### [Work to be completed]
Only one stretch of the data is wanted: the line containing "M 3,435 L 141,330 L 527,43 L 578,3", the line containing "M 913,899 L", and every line between them, copied exactly.

### [Records supplied]
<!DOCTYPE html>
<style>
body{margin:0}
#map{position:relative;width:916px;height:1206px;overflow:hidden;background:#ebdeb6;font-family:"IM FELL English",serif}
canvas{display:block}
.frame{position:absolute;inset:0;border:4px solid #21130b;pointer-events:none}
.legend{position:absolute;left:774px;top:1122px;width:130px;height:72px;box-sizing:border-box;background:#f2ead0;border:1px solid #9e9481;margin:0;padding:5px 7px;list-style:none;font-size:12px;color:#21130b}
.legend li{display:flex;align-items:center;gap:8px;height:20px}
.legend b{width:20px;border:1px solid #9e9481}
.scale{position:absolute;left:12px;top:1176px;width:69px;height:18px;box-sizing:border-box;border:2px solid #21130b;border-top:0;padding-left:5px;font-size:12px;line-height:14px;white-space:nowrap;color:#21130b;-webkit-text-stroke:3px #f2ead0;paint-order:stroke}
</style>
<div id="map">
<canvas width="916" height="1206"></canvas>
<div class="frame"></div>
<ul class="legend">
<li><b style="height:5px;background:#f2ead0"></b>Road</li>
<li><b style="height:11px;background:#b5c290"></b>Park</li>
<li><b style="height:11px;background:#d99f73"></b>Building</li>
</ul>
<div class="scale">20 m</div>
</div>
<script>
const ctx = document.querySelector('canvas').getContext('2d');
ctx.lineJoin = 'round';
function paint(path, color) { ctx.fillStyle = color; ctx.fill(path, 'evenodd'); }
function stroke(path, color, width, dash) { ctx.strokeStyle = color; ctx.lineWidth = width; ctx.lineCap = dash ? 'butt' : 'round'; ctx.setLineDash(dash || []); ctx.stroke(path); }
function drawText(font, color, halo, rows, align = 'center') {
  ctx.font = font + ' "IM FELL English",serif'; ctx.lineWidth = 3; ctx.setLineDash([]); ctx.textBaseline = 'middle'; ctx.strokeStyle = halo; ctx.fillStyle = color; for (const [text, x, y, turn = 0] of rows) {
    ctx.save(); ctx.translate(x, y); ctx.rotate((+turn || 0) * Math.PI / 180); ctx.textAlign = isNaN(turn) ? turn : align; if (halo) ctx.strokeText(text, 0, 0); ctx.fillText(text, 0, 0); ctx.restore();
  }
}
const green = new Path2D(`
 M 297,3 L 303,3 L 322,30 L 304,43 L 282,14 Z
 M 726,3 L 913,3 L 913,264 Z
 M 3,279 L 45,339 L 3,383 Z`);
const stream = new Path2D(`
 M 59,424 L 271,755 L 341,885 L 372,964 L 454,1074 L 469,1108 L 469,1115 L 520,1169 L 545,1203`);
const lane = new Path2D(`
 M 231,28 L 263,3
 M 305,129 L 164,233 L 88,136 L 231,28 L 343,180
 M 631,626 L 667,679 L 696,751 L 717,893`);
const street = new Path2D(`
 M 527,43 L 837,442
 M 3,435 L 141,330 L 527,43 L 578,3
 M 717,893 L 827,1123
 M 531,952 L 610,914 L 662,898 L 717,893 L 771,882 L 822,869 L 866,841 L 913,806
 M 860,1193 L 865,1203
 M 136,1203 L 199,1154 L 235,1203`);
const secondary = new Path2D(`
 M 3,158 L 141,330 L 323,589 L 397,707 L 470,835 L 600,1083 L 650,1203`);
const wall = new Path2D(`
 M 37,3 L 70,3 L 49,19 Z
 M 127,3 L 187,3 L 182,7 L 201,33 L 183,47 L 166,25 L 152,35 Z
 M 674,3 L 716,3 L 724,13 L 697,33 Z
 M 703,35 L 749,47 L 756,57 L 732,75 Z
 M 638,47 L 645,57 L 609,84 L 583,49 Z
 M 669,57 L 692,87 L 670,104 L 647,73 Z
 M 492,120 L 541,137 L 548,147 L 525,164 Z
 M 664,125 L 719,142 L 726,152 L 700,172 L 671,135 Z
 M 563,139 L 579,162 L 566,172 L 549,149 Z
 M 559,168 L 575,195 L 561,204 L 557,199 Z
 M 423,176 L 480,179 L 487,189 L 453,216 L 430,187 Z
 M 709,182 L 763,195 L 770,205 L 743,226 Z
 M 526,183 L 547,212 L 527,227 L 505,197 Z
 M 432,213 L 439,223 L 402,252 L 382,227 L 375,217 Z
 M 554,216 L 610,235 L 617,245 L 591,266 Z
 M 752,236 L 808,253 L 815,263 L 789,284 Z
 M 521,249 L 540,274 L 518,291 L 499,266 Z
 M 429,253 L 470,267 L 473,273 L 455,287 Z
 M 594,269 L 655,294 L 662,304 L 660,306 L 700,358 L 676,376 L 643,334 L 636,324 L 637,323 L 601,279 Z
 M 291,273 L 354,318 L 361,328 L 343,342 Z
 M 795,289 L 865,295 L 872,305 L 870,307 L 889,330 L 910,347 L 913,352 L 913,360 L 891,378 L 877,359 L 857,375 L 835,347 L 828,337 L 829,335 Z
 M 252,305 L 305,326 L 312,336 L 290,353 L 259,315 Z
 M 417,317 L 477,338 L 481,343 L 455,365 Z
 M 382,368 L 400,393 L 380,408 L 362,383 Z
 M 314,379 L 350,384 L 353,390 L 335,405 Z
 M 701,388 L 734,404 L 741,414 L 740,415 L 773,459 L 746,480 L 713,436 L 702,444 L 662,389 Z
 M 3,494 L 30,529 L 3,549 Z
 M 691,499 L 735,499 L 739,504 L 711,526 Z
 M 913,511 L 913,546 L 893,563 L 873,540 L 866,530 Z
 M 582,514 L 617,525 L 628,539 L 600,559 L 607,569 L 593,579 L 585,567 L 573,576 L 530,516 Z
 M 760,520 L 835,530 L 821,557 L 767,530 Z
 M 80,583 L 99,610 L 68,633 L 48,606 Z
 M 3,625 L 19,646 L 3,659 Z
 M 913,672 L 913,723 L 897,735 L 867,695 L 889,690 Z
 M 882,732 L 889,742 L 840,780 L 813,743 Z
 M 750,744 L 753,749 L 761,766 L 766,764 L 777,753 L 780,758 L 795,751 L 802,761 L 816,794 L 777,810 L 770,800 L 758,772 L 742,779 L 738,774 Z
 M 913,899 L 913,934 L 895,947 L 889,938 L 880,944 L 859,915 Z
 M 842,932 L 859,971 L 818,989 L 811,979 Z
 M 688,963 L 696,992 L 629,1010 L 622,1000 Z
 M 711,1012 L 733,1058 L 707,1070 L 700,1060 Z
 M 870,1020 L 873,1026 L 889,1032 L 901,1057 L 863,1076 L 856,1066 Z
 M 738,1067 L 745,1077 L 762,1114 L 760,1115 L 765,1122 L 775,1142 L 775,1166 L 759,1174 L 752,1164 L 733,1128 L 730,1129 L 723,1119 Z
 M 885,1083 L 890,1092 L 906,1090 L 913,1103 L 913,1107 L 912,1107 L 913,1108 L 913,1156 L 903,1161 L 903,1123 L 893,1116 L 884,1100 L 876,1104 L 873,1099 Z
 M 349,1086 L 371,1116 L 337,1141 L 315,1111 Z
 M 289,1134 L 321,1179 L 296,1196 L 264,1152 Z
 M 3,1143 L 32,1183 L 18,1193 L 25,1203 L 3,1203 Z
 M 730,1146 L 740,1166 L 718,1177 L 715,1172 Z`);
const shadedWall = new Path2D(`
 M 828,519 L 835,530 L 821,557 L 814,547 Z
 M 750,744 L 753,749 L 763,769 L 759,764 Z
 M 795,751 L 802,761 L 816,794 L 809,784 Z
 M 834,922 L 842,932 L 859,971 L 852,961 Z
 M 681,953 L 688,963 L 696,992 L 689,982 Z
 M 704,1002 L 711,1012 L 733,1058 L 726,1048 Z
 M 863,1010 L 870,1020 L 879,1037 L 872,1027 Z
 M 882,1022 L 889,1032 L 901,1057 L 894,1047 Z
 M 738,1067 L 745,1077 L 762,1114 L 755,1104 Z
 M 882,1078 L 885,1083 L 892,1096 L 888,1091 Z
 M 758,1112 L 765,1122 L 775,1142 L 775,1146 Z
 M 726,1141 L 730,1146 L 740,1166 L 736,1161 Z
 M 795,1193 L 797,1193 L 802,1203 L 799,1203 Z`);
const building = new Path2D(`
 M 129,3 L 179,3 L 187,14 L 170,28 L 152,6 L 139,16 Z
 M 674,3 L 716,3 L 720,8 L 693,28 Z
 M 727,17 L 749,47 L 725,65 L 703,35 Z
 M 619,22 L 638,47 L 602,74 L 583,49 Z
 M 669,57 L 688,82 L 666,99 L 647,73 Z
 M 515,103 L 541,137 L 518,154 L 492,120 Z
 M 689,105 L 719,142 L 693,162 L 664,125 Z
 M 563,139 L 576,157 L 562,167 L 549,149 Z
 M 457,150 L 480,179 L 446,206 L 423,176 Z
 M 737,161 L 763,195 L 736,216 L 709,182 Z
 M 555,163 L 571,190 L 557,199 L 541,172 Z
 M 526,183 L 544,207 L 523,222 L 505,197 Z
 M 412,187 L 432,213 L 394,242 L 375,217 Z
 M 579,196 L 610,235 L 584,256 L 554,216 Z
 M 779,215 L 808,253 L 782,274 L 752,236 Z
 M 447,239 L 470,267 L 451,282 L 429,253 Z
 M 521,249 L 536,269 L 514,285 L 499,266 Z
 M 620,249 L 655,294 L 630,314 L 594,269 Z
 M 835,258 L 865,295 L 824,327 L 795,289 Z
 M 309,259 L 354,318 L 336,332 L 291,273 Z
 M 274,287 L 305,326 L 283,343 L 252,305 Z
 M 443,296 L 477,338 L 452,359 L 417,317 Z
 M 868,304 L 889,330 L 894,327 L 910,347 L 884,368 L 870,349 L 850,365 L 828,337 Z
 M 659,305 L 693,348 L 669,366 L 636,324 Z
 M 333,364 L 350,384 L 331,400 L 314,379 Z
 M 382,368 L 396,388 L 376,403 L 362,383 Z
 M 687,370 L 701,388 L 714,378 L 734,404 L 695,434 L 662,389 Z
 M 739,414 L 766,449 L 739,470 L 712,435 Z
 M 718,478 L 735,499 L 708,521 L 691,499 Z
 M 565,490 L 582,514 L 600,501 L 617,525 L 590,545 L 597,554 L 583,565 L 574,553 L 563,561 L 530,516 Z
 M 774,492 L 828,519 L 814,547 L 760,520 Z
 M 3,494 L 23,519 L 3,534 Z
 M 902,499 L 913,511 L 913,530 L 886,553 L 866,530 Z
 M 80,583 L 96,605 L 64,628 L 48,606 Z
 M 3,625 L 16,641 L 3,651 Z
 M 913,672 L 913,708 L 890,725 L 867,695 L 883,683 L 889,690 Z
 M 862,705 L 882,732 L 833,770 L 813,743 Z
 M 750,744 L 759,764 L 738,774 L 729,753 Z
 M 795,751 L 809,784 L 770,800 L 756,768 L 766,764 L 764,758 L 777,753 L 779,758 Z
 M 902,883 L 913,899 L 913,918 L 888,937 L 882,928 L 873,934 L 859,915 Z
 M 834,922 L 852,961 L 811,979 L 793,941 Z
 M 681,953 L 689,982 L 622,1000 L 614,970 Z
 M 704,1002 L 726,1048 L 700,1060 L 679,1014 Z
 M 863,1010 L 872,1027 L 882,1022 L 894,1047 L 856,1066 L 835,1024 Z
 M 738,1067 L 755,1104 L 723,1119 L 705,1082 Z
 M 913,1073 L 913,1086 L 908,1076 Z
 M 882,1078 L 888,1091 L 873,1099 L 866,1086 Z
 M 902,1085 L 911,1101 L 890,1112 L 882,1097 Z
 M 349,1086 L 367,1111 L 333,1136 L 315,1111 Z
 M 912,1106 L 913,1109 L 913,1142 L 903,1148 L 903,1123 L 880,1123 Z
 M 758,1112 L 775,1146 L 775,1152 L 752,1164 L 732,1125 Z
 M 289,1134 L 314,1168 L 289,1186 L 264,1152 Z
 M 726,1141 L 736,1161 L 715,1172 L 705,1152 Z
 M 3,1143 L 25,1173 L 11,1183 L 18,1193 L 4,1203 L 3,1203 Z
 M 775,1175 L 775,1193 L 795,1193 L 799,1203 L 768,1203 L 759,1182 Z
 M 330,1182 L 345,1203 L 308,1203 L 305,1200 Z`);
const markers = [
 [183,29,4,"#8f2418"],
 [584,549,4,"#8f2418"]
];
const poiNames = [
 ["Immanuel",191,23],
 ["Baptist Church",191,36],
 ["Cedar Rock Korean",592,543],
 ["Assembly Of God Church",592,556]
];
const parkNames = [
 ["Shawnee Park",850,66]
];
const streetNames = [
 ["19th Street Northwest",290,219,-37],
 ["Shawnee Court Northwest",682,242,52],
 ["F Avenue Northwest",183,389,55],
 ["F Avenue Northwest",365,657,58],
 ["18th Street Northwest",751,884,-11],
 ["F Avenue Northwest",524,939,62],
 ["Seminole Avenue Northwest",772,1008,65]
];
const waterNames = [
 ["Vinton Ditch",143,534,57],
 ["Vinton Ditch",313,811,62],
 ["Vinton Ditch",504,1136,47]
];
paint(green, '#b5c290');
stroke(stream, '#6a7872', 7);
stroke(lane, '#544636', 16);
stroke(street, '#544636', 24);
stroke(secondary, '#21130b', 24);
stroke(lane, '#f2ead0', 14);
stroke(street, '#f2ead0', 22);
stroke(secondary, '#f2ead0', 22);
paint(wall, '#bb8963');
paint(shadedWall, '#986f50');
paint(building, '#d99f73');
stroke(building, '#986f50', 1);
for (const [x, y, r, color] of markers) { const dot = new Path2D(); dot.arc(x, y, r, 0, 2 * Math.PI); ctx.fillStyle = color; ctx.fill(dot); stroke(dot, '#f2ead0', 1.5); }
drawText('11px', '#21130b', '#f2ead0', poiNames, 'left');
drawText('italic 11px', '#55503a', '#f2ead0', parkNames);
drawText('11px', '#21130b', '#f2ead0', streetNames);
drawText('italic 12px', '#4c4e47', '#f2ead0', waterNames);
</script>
--
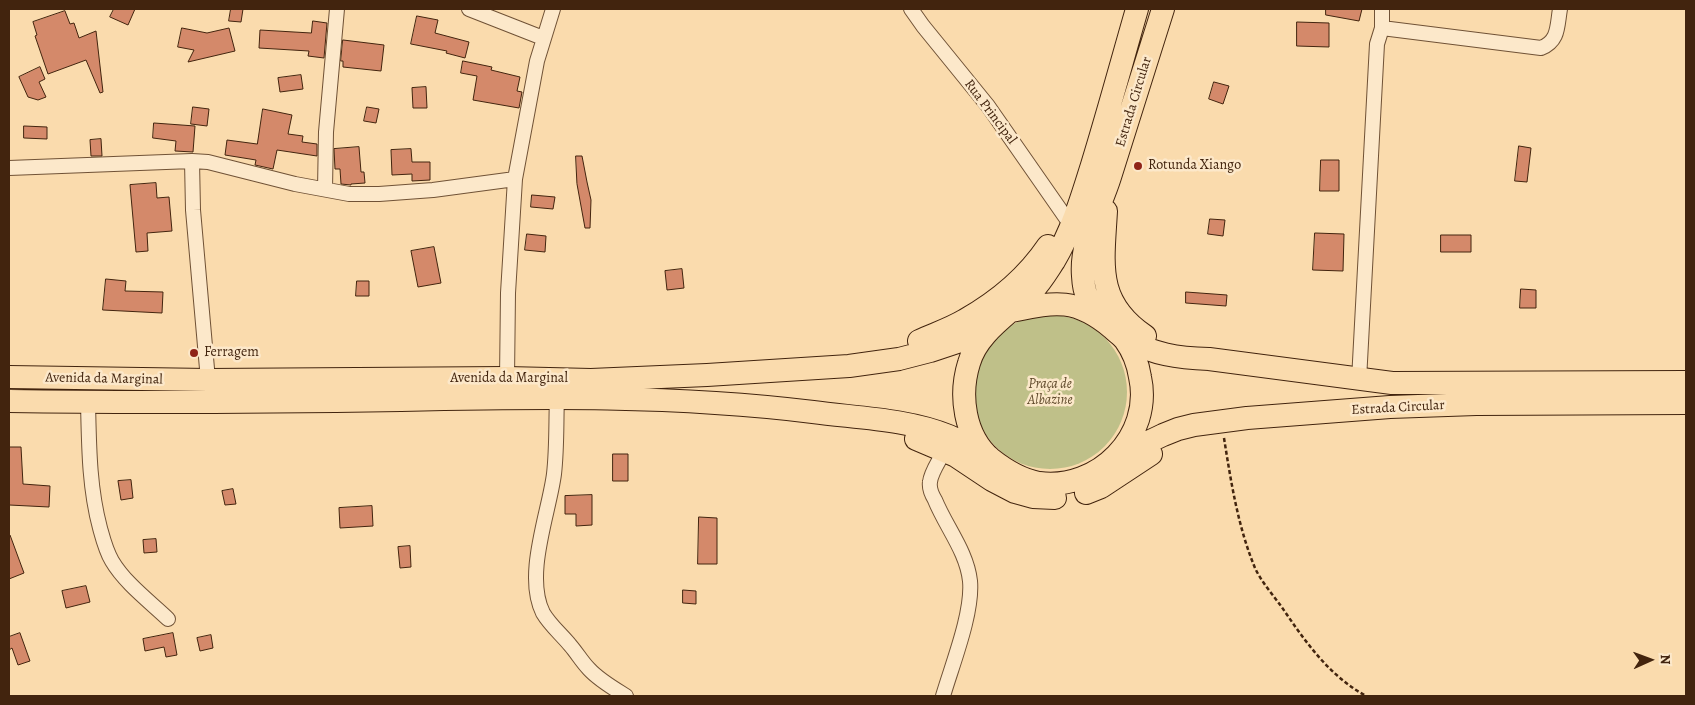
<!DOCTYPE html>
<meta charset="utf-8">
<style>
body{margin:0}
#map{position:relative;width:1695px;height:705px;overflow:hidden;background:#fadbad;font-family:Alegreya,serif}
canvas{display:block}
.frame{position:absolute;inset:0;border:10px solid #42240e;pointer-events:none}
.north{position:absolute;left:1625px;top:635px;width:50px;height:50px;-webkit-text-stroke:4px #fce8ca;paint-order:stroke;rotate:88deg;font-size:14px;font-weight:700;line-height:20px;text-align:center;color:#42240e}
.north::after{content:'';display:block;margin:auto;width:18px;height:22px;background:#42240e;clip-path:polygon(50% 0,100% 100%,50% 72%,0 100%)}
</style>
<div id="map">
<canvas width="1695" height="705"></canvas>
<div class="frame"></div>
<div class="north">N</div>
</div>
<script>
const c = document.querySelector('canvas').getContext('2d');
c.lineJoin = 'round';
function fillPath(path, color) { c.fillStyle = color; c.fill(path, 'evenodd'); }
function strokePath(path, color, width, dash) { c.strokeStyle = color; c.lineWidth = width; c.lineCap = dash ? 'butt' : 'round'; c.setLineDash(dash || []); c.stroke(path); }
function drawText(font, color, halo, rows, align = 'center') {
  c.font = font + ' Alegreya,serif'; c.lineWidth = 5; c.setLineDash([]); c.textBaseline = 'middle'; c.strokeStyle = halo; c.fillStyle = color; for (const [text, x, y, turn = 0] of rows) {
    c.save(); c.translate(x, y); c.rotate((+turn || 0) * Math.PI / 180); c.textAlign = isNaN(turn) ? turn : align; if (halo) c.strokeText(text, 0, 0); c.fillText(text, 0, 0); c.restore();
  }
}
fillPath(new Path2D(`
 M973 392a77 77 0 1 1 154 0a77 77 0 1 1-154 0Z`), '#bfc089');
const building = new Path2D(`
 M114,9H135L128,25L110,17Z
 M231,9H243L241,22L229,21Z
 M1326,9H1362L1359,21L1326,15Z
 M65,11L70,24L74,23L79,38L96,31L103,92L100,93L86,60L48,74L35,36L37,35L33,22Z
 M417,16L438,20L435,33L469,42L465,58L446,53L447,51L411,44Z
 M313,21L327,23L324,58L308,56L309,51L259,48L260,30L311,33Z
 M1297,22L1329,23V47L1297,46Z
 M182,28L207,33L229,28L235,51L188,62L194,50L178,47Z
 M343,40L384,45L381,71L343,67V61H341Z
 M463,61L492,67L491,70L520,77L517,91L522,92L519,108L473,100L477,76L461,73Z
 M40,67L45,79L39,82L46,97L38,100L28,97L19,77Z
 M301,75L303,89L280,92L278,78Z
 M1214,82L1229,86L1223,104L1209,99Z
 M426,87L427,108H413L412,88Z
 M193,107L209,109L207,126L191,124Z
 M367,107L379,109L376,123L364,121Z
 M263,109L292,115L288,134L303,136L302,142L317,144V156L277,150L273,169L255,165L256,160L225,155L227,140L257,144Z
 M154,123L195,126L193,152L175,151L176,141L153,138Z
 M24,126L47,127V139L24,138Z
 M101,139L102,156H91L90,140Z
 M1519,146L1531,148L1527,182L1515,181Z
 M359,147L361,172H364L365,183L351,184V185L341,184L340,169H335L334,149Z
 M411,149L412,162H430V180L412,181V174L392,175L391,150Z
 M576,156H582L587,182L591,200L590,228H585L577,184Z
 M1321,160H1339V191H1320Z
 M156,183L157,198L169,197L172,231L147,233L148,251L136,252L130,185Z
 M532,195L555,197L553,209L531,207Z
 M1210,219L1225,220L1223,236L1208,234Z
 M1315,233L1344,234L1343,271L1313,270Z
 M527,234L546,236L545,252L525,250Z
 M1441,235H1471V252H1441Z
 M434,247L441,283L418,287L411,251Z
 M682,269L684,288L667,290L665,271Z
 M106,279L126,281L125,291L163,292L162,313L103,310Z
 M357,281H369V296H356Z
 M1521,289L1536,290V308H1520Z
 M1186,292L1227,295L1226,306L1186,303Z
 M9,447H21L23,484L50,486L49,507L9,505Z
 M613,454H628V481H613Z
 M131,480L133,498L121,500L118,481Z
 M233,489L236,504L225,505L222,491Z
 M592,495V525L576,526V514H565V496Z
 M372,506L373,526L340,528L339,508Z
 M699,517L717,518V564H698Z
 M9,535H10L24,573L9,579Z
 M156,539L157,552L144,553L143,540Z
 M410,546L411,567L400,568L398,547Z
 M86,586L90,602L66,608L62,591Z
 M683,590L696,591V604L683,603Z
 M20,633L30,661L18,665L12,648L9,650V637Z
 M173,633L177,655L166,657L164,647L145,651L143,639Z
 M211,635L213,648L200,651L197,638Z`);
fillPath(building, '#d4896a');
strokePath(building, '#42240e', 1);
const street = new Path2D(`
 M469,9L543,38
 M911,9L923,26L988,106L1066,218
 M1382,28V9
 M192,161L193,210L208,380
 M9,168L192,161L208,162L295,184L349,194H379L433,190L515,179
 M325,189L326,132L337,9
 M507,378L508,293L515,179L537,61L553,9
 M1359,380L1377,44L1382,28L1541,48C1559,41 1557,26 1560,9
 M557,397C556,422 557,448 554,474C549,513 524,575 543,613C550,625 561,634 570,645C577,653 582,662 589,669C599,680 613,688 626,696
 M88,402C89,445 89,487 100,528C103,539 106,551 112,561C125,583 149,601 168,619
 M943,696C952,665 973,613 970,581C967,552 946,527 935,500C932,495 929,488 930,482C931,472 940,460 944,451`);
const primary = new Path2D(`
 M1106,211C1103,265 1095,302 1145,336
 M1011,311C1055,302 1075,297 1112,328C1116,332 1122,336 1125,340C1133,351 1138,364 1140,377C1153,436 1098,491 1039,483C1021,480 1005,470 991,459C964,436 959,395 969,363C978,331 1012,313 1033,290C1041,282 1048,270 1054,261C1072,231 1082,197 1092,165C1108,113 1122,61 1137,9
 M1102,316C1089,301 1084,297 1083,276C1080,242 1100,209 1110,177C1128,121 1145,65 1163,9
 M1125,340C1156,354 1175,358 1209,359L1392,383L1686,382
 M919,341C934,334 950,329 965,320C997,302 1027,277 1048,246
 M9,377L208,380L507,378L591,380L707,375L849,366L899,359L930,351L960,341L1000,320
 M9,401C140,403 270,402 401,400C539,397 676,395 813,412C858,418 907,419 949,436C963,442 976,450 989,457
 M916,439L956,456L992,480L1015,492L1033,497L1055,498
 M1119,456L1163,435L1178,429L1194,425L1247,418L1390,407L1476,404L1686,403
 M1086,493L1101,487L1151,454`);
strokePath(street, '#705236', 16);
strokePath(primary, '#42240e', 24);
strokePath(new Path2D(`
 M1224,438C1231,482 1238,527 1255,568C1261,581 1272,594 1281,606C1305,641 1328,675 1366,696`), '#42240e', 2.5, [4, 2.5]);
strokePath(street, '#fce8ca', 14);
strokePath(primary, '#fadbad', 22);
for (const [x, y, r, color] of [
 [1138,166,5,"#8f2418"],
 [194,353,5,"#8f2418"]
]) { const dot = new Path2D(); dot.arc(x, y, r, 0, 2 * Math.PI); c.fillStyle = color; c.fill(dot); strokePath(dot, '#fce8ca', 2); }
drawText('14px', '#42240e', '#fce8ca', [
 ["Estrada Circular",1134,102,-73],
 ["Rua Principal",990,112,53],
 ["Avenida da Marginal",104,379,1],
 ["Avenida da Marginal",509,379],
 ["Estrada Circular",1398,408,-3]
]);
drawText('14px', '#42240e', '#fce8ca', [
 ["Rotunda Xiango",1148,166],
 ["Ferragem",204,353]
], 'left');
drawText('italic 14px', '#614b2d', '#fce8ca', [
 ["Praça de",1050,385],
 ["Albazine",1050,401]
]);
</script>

### [Your solution]
 M 3,435 L 141,330 L 527,43 L 578,3
 M 717,893 L 827,1123
 M 531,952 L 610,914 L 662,898 L 717,893 L 771,882 L 822,869 L 866,841 L 913,806
 M 860,1193 L 865,1203
 M 136,1203 L 199,1154 L 235,1203`);
const secondary = new Path2D(`
 M 3,158 L 141,330 L 323,589 L 397,707 L 470,835 L 600,1083 L 650,1203`);
const wall = new Path2D(`
 M 37,3 L 70,3 L 49,19 Z
 M 127,3 L 187,3 L 182,7 L 201,33 L 183,47 L 166,25 L 152,35 Z
 M 674,3 L 716,3 L 724,13 L 697,33 Z
 M 703,35 L 749,47 L 756,57 L 732,75 Z
 M 638,47 L 645,57 L 609,84 L 583,49 Z
 M 669,57 L 692,87 L 670,104 L 647,73 Z
 M 492,120 L 541,137 L 548,147 L 525,164 Z
 M 664,125 L 719,142 L 726,152 L 700,172 L 671,135 Z
 M 563,139 L 579,162 L 566,172 L 549,149 Z
 M 559,168 L 575,195 L 561,204 L 557,199 Z
 M 423,176 L 480,179 L 487,189 L 453,216 L 430,187 Z
 M 709,182 L 763,195 L 770,205 L 743,226 Z
 M 526,183 L 547,212 L 527,227 L 505,197 Z
 M 432,213 L 439,223 L 402,252 L 382,227 L 375,217 Z
 M 554,216 L 610,235 L 617,245 L 591,266 Z
 M 752,236 L 808,253 L 815,263 L 789,284 Z
 M 521,249 L 540,274 L 518,291 L 499,266 Z
 M 429,253 L 470,267 L 473,273 L 455,287 Z
 M 594,269 L 655,294 L 662,304 L 660,306 L 700,358 L 676,376 L 643,334 L 636,324 L 637,323 L 601,279 Z
 M 291,273 L 354,318 L 361,328 L 343,342 Z
 M 795,289 L 865,295 L 872,305 L 870,307 L 889,330 L 910,347 L 913,352 L 913,360 L 891,378 L 877,359 L 857,375 L 835,347 L 828,337 L 829,335 Z
 M 252,305 L 305,326 L 312,336 L 290,353 L 259,315 Z
 M 417,317 L 477,338 L 481,343 L 455,365 Z
 M 382,368 L 400,393 L 380,408 L 362,383 Z
 M 314,379 L 350,384 L 353,390 L 335,405 Z
 M 701,388 L 734,404 L 741,414 L 740,415 L 773,459 L 746,480 L 713,436 L 702,444 L 662,389 Z
 M 3,494 L 30,529 L 3,549 Z
 M 691,499 L 735,499 L 739,504 L 711,526 Z
 M 913,511 L 913,546 L 893,563 L 873,540 L 866,530 Z
 M 582,514 L 617,525 L 628,539 L 600,559 L 607,569 L 593,579 L 585,567 L 573,576 L 530,516 Z
 M 760,520 L 835,530 L 821,557 L 767,530 Z
 M 80,583 L 99,610 L 68,633 L 48,606 Z
 M 3,625 L 19,646 L 3,659 Z
 M 913,672 L 913,723 L 897,735 L 867,695 L 889,690 Z
 M 882,732 L 889,742 L 840,780 L 813,743 Z
 M 750,744 L 753,749 L 761,766 L 766,764 L 777,753 L 780,758 L 795,751 L 802,761 L 816,794 L 777,810 L 770,800 L 758,772 L 742,779 L 738,774 Z
 M 913,899 L 913,934 L 895,947 L 889,938 L 880,944 L 859,915 Z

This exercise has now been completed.